Prompt —
Please report each line of the data below that contains "inset".

Records shown —
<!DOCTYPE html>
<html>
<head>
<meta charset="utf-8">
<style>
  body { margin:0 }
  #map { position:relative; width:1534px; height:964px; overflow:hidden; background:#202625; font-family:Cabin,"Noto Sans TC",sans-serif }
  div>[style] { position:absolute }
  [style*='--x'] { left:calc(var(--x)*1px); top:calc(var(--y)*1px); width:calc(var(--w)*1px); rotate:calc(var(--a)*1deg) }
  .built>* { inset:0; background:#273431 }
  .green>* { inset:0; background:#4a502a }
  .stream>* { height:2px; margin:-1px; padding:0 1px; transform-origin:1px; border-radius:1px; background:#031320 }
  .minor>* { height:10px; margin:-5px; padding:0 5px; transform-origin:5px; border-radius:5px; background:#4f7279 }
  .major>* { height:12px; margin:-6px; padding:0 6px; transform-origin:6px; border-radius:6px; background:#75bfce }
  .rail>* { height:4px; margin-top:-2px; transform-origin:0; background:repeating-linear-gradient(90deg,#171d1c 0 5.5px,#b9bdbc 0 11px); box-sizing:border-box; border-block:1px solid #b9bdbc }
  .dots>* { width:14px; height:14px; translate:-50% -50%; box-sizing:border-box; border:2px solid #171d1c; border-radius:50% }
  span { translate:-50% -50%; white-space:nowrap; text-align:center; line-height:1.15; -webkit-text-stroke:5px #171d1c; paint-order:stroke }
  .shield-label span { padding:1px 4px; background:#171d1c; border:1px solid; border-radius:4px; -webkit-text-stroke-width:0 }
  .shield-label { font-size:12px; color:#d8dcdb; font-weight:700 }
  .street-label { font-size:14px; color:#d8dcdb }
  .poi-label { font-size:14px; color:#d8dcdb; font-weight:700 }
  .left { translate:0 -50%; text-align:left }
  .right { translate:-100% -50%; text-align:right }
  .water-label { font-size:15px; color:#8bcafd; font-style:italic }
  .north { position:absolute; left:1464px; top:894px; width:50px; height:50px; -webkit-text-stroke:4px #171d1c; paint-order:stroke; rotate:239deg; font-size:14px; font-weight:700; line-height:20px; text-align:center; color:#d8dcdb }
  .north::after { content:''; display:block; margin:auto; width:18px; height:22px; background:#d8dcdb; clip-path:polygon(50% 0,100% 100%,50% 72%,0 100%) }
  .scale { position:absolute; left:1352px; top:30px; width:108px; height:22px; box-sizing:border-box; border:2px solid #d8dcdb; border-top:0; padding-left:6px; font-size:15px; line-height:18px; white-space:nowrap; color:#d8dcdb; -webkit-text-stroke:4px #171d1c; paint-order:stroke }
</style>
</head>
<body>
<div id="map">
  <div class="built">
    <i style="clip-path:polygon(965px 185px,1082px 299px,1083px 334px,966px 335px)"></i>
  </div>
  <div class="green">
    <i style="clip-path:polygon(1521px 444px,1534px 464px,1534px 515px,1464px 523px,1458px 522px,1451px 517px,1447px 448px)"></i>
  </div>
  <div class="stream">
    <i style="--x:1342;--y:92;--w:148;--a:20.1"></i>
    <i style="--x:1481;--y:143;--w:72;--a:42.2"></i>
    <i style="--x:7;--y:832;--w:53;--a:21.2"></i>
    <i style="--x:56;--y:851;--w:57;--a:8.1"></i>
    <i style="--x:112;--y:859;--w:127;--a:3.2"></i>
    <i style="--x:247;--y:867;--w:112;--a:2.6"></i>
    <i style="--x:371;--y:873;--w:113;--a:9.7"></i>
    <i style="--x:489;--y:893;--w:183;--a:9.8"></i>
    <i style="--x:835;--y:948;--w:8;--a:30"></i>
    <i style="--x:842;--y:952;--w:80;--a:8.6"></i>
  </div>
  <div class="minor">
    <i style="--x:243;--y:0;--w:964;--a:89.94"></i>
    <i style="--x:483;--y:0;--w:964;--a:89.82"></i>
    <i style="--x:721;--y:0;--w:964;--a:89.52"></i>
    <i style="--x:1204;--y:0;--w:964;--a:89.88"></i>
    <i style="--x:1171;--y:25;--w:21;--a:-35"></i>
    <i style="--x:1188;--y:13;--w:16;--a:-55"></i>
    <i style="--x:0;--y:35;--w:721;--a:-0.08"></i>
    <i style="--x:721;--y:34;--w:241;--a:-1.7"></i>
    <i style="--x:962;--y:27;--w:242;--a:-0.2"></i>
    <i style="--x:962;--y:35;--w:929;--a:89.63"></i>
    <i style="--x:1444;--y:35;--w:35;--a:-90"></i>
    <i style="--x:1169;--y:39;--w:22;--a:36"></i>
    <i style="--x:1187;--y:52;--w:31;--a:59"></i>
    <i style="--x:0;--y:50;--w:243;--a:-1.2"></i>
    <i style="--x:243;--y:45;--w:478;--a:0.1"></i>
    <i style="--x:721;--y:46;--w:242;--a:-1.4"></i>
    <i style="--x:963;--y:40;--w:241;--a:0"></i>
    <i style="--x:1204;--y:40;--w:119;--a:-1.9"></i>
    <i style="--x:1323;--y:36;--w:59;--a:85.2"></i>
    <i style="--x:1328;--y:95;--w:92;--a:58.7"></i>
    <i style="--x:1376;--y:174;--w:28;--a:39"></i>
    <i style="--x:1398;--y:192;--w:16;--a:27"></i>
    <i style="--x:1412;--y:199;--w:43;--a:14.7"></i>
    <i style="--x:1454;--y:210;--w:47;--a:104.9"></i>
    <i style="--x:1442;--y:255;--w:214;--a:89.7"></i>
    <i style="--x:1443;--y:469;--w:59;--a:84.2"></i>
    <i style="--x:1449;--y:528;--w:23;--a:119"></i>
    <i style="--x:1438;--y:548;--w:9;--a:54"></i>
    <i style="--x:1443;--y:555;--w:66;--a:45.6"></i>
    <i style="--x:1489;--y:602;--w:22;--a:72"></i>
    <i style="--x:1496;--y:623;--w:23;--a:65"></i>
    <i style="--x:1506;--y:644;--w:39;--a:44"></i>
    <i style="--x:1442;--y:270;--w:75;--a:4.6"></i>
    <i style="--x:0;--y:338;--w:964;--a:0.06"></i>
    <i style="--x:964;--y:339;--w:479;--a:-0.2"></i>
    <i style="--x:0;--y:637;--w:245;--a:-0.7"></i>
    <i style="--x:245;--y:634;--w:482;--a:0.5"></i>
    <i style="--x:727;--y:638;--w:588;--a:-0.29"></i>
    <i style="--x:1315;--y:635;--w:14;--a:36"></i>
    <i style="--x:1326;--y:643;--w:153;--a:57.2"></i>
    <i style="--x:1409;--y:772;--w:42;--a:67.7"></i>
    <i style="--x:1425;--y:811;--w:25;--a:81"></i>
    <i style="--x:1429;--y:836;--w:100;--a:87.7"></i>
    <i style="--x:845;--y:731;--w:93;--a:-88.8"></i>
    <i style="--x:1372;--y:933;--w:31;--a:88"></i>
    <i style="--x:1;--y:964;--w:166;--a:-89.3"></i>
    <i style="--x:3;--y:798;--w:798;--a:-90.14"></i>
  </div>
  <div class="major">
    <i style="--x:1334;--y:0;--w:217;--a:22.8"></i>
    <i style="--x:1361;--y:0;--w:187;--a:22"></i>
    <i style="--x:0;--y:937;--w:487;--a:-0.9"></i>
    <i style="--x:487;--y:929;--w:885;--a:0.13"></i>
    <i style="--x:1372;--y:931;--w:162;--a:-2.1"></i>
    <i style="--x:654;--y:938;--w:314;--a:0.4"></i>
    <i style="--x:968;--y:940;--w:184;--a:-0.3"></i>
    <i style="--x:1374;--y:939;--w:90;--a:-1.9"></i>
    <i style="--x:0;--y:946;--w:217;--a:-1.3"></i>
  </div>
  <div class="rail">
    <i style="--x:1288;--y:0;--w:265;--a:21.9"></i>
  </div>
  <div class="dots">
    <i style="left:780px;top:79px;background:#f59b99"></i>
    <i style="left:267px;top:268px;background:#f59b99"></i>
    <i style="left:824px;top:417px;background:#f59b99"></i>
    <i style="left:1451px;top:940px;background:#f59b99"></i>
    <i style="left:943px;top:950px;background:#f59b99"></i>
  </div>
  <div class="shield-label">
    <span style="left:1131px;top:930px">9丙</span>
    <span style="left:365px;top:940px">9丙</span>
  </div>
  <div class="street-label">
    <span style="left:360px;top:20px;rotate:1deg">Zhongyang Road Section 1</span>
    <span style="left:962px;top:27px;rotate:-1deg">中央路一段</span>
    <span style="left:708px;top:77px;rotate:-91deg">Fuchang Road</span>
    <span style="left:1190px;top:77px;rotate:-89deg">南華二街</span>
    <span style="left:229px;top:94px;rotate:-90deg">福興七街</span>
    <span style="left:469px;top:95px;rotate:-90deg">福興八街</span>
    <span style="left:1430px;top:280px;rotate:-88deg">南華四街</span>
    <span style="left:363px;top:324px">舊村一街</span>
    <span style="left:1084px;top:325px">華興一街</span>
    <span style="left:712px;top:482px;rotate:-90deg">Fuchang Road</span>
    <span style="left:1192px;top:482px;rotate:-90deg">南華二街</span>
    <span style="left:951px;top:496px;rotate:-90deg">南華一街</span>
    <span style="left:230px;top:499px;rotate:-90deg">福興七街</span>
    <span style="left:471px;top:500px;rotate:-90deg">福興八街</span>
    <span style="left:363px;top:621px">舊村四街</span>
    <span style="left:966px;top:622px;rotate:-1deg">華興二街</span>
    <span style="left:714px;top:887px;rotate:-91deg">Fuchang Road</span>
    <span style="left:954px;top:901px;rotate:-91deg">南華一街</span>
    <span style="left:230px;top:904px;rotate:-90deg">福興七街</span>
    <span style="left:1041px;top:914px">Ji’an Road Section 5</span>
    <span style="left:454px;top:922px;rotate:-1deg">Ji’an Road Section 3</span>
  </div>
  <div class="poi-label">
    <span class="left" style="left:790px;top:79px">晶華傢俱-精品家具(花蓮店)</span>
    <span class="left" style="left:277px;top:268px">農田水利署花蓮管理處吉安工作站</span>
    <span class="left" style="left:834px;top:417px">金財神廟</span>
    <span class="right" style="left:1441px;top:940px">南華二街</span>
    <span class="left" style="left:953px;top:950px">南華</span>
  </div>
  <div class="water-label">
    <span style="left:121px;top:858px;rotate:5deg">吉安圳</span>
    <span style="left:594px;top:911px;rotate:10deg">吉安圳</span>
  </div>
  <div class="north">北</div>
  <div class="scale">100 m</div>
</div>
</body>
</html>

Answer space —
  .built>* { inset:0; background:#273431 }
  .green>* { inset:0; background:#4a502a }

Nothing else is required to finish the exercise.